Le système Fe-Zn comprend selon les connaissances générales de l’homme du métier les composés alliés intermétalliques de phases zeta(FeZn13), delta1 (FeZn7), ?1 (FeZn4), ?(Fe3Zn10). L’instruction de la revendication 1 de réaliser un composé allié intermétallique en surface par élévation de température est donc suffisante pour lui, pour choisir des valeurs de la température et de la durée du traitement pour avoir comme résultat cet état de la surface du revêtement. A la lumière de cette caractéristique de la revendication 1, il ne choisira surtout pas des conditions qui détruiraient le revêtement (voir la minorité des échantillons M13 à M15 de l’expertise B11). Alors que les plages pour la température et le temps de chauffage sont relatives à l'alliage utilisé, l'homme du métier sait comment il faut le traiter parce que les composés alliés intermétalliques sont stables seulement dans certaines zones spécifiques de température et de composition. Par conséquent, il n'a pas besoin d'informations plus concrètes comme des diagrammes température-temps. L'homme du métier peut vérifier visuellement si cet alliage intermétallique a été formé ou non. En outre, il peut le vérifier par SEM. Les autres composants de l'acier peuvent influencer l'alliation mais la diffusion principale dépend du fer.
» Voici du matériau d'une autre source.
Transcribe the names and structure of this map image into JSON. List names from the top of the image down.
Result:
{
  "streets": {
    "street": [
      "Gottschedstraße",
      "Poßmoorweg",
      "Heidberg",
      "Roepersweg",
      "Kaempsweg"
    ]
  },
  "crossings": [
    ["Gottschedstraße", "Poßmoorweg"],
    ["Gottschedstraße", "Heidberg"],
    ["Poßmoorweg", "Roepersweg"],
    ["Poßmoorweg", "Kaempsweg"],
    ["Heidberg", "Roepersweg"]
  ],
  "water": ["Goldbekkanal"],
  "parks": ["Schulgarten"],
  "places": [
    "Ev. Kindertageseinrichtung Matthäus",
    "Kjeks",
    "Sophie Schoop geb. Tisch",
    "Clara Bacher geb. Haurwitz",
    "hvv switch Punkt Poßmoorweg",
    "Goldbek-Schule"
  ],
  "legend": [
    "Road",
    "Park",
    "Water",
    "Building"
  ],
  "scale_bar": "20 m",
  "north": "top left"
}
Il convient d’ajouter qu’il n’y a pas non plus de contradiction entre le minimum de la température (700ºC) indiqué dans la revendication 1 et le chauffage à une température supérieure à Ac1, ce dernier définissant la limite inférieure pour la transformation austénitique de l’acier. Cette limite dépend en effet de la présence des éléments d’alliage dont par exemple le manganèse, qui abaisse cette limite (voir R1, page 5, colonne droite "formule empirique due à Andrews").

Par conséquent, les exigences de l'article 83 CBE sont remplies.

Motifs de la décision

1. Accélération de la procédure de recours

La chambre considère que les moyens de preuve de l'action en contrefaçon intentée, soumis par la requérante 3, sont suffisants et a donc accéléré la procédure de recours dans le cas présent.

2. Recevabilité des modifications (articles 84, 123(2) et (3) CBE)

Au vu des constatations de la chambre ci-après au sujet de la suffisance de l'exposé de l'invention, il n'est pas nécessaire de considérer la question de la recevabilité des modifications apportées au brevet de toutes les requêtes.

3. Suffisance de l'exposé de l'invention (articles 100(b) et 83 CBE)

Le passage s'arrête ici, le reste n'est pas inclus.